■ **TASK BRIEF**
Every line with the string "roads" must be copied from the entries below.
[Start of Attachment]
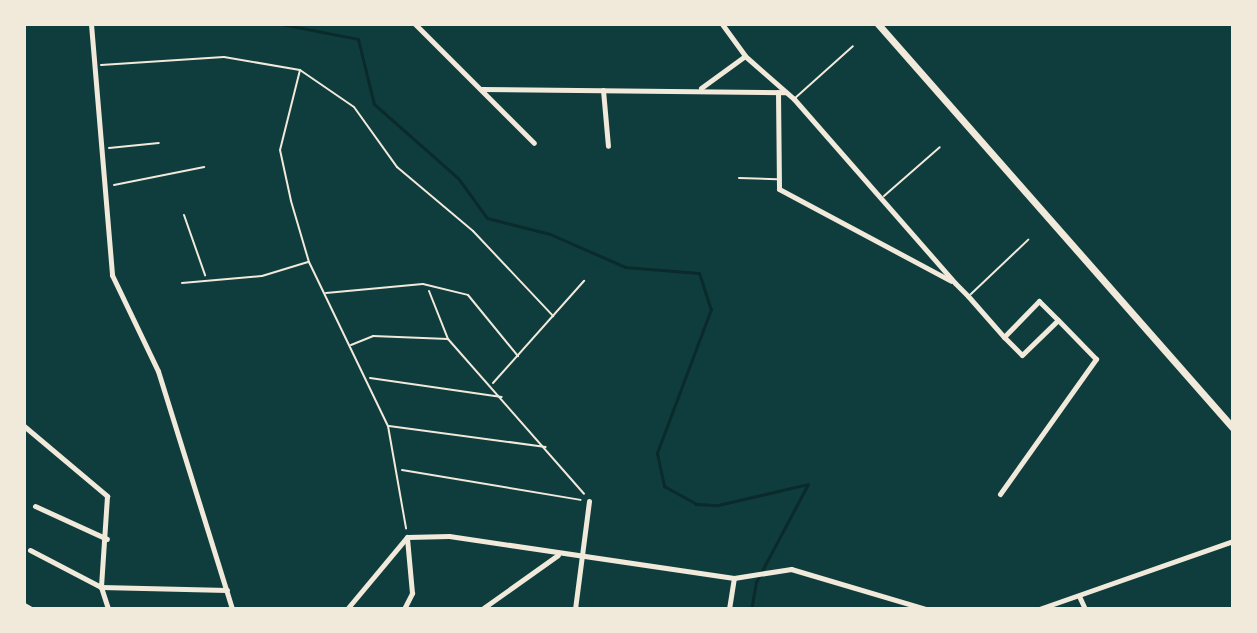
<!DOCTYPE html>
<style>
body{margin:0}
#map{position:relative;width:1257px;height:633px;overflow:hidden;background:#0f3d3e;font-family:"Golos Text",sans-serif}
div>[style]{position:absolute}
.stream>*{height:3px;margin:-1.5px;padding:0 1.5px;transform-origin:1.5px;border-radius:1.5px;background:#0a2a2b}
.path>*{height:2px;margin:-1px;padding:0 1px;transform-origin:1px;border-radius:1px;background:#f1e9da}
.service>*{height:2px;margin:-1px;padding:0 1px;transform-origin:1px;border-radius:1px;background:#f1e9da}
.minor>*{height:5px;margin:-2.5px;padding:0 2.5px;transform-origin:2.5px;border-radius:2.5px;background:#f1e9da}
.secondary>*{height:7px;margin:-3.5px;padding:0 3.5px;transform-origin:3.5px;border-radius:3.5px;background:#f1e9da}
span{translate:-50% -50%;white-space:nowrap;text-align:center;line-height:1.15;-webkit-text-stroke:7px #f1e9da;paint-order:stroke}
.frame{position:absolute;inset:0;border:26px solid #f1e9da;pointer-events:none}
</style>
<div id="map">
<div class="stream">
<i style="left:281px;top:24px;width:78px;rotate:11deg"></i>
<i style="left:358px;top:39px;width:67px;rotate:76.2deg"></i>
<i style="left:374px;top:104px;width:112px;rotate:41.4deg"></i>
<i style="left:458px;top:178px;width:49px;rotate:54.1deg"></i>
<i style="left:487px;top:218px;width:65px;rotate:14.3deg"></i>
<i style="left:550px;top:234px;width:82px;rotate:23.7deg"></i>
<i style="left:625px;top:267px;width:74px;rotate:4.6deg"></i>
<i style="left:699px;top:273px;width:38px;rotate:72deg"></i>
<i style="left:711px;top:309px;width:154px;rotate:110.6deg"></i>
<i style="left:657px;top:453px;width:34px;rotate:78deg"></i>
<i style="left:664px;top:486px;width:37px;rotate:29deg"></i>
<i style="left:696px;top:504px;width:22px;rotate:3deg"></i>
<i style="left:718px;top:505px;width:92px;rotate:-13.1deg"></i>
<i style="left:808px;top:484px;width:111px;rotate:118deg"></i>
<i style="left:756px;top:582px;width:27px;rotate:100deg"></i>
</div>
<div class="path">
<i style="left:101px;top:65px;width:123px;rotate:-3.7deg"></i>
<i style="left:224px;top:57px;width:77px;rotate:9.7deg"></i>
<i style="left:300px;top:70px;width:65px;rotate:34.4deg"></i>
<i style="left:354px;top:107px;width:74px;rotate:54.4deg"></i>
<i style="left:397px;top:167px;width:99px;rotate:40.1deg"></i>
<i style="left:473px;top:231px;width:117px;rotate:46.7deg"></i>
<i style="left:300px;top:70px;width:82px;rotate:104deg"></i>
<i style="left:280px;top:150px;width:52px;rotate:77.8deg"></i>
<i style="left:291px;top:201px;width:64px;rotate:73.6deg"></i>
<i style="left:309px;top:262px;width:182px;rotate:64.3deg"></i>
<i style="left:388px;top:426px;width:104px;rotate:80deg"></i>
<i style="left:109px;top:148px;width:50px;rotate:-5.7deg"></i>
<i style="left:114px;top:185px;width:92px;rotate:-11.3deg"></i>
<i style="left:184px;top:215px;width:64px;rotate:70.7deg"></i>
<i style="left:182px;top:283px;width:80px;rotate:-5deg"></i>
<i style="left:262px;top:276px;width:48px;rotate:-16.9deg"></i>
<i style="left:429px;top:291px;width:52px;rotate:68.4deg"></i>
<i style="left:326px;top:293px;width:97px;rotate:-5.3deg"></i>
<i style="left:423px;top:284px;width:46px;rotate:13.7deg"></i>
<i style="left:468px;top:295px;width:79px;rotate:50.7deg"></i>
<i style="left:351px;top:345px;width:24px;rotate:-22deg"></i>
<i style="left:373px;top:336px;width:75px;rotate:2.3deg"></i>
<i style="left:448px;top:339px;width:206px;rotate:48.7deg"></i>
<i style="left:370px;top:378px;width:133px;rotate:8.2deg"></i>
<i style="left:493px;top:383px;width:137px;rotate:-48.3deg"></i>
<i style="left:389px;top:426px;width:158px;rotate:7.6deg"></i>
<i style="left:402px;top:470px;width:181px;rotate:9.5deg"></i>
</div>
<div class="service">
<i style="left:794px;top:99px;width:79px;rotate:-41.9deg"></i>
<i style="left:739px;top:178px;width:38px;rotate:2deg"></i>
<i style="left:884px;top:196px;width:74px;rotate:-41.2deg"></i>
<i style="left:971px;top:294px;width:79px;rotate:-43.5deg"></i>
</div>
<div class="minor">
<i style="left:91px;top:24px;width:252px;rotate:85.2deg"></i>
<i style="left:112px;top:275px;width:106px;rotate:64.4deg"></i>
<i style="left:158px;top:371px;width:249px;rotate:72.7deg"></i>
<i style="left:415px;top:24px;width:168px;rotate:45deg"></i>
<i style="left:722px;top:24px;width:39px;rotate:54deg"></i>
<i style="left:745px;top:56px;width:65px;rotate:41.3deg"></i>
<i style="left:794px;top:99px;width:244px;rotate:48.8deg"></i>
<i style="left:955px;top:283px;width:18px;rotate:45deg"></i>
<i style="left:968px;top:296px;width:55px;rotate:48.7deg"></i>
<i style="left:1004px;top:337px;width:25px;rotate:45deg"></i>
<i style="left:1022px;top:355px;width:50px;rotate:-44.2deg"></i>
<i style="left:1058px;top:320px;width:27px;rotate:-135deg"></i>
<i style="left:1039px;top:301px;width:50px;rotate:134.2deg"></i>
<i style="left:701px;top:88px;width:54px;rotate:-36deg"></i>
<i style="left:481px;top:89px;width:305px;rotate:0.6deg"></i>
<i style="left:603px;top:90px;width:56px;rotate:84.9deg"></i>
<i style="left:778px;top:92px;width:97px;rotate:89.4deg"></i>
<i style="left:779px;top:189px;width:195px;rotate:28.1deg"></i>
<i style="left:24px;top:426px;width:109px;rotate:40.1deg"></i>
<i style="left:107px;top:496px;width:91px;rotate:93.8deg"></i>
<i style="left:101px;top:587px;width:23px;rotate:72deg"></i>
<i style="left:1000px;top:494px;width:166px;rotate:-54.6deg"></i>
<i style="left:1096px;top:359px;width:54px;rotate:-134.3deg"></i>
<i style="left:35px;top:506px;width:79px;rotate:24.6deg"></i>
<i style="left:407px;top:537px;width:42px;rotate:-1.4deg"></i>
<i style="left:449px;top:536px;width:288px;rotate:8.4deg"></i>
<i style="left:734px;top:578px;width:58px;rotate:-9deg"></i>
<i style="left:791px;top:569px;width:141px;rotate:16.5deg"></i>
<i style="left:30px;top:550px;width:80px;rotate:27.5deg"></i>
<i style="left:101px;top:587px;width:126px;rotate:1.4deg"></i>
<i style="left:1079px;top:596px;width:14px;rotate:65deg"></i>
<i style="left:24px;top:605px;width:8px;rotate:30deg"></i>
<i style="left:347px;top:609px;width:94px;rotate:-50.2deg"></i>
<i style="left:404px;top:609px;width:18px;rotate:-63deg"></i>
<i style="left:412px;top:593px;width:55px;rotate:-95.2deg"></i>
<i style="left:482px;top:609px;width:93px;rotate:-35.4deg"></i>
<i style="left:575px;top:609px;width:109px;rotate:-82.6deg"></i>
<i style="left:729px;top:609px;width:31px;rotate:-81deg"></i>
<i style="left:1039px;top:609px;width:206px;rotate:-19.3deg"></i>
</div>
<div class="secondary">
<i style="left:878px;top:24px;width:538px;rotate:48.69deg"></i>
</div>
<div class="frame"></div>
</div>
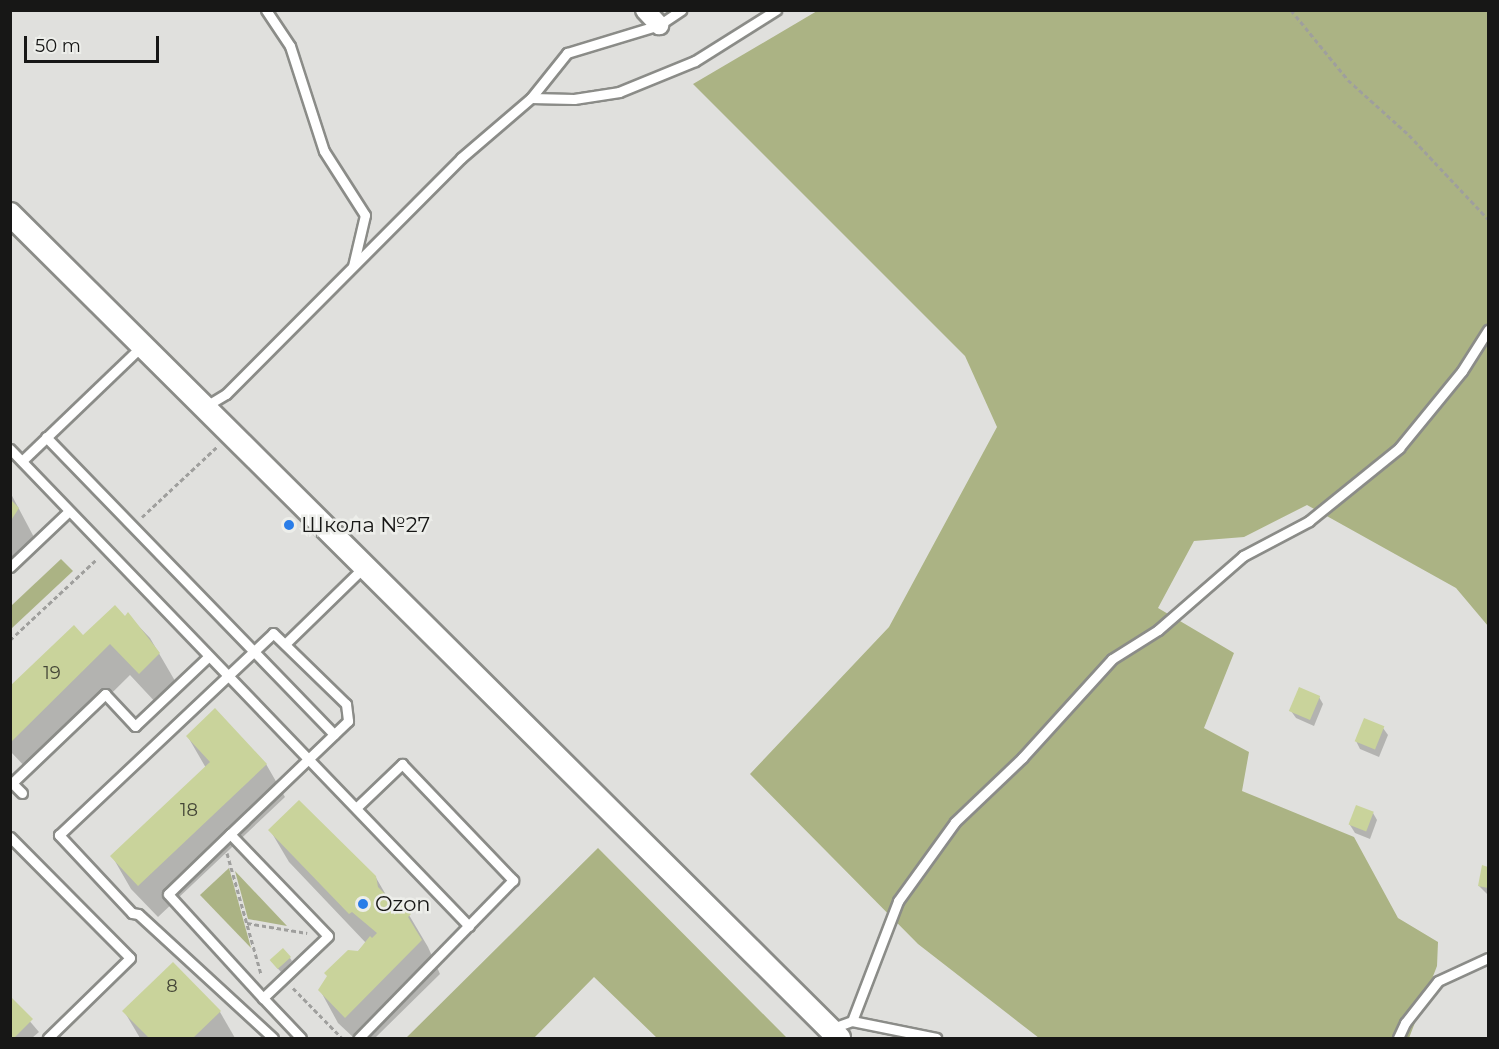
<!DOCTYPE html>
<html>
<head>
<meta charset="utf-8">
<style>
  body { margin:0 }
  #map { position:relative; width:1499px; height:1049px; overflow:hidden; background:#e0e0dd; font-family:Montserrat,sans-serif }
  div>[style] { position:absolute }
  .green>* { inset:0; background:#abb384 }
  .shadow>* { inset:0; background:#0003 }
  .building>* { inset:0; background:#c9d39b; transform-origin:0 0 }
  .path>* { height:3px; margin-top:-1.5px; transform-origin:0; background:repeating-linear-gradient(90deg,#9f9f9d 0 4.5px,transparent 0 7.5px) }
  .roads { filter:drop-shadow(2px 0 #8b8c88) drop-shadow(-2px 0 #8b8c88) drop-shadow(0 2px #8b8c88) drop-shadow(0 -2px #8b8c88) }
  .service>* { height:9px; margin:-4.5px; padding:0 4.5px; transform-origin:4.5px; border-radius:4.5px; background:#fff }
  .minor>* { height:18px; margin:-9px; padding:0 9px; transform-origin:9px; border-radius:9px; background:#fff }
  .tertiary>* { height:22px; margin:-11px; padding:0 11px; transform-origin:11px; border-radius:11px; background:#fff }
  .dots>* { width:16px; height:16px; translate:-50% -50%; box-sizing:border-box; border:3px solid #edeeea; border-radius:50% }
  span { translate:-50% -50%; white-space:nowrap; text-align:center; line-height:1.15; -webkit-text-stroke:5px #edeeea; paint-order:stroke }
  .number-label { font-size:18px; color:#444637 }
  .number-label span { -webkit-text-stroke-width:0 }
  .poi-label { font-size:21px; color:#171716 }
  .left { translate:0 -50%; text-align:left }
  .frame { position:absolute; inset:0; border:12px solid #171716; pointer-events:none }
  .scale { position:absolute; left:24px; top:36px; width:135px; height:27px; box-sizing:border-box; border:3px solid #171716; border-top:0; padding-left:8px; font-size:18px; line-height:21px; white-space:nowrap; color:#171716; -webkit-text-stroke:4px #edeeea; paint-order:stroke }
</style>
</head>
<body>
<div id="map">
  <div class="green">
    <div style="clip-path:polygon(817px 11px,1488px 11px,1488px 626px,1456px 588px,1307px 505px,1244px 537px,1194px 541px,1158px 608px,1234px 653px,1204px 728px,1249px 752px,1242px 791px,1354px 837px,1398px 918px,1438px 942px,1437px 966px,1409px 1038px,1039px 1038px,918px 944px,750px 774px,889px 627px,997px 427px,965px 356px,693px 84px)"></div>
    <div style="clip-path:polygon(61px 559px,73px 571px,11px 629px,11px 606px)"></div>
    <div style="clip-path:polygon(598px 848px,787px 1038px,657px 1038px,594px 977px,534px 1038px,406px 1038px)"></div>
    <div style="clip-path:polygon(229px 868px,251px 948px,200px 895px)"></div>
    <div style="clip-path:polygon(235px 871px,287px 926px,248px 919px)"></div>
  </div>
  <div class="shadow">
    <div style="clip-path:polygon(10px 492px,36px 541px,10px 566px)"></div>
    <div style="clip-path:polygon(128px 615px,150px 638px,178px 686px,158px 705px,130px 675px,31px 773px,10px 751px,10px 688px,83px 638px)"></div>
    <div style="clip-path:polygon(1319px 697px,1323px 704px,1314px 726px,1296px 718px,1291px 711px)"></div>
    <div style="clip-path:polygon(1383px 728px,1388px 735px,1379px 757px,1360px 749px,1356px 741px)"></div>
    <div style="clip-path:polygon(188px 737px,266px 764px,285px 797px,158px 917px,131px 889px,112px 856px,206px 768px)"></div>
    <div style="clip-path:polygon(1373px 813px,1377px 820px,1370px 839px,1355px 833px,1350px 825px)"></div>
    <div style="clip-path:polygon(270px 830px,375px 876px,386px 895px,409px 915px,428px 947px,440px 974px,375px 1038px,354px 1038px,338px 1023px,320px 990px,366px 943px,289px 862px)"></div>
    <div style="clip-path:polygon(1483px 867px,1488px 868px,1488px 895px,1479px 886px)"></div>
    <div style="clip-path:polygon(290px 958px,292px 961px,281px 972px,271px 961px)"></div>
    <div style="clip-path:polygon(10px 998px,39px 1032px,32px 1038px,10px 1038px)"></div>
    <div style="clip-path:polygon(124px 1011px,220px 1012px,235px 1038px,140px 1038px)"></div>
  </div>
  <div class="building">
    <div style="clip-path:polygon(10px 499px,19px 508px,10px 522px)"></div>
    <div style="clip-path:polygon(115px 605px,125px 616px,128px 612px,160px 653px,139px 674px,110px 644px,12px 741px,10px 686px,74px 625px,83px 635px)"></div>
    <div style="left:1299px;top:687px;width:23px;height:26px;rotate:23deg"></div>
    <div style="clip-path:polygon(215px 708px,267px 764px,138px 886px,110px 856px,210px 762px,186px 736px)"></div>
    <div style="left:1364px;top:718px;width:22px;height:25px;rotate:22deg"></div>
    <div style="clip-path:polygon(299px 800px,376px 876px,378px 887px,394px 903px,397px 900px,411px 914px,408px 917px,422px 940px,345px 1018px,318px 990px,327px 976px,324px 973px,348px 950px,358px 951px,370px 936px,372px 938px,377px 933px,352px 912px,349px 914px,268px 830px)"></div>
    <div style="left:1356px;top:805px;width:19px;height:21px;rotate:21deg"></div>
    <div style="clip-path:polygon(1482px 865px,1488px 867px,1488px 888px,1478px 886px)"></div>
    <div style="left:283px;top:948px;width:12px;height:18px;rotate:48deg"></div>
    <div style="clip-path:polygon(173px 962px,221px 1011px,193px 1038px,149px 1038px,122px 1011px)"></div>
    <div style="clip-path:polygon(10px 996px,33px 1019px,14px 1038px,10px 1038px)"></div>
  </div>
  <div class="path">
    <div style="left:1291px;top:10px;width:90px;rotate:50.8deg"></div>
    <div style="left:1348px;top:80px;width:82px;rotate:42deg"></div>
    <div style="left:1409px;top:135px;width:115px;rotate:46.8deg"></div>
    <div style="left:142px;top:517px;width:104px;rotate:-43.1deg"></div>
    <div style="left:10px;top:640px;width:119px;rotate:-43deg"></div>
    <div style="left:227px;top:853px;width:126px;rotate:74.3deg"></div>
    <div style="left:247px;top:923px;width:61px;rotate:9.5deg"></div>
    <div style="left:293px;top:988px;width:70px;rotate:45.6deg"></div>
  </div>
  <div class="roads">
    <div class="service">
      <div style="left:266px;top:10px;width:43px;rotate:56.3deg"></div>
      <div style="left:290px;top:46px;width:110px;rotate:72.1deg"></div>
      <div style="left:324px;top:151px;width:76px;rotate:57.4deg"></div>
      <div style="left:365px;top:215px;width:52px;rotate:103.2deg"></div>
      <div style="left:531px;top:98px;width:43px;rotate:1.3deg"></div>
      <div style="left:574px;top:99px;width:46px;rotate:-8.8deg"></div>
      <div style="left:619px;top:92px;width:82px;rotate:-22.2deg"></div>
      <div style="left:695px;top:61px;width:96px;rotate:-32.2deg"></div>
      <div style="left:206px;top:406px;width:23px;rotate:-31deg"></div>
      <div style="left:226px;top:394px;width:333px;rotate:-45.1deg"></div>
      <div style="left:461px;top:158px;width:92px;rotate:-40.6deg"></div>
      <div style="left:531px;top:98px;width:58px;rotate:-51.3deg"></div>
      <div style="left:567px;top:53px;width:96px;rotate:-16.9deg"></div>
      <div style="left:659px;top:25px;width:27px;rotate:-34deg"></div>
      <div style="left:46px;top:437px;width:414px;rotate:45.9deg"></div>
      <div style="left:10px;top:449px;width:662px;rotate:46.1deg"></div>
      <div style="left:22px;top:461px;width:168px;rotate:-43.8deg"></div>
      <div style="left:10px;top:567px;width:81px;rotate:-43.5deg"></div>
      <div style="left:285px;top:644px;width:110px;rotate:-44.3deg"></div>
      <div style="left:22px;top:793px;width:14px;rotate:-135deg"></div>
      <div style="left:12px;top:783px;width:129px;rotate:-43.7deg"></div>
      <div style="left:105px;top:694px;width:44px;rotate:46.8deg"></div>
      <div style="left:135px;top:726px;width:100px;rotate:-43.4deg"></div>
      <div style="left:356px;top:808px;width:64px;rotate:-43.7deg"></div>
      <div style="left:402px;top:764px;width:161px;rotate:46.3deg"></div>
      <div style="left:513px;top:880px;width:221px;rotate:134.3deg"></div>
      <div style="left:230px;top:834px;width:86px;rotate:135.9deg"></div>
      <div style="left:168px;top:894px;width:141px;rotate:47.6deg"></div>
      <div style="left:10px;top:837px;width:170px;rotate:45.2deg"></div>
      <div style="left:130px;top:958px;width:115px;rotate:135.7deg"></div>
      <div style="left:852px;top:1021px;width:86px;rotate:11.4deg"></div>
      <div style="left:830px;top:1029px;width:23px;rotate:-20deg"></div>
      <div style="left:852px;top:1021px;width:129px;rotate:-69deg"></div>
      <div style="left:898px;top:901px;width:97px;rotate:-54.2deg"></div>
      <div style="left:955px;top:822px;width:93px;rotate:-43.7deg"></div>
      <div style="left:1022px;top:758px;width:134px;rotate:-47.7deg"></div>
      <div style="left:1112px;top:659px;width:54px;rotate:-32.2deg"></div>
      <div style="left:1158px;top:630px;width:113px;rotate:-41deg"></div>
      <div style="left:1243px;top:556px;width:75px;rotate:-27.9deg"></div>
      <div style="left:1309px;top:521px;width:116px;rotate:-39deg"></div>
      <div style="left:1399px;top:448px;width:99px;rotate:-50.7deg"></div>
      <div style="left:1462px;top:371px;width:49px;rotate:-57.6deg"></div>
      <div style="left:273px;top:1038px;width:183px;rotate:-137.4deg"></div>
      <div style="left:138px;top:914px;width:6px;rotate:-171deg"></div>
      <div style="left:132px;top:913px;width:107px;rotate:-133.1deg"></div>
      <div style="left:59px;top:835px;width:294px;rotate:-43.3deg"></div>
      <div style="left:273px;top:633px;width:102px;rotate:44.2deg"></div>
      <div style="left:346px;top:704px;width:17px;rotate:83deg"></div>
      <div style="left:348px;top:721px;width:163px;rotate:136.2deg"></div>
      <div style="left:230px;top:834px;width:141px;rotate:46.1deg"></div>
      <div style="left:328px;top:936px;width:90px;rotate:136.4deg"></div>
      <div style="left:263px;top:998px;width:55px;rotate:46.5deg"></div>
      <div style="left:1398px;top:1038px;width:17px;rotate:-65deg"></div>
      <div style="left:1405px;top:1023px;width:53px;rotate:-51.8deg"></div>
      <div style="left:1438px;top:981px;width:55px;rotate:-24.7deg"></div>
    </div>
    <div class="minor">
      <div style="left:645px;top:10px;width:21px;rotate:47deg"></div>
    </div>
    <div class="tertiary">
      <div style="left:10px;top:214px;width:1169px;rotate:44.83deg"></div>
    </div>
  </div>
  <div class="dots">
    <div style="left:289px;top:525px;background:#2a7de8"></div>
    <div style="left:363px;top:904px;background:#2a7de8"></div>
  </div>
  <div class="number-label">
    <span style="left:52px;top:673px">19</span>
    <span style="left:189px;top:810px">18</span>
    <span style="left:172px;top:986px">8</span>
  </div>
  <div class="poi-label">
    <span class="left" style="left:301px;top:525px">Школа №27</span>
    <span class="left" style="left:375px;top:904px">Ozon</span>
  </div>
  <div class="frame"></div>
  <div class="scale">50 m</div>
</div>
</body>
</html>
[End of Attachment]
■ **TASK RESPONSE**
  .roads { filter:drop-shadow(2px 0 #8b8c88) drop-shadow(-2px 0 #8b8c88) drop-shadow(0 2px #8b8c88) drop-shadow(0 -2px #8b8c88) }
  <div class="roads">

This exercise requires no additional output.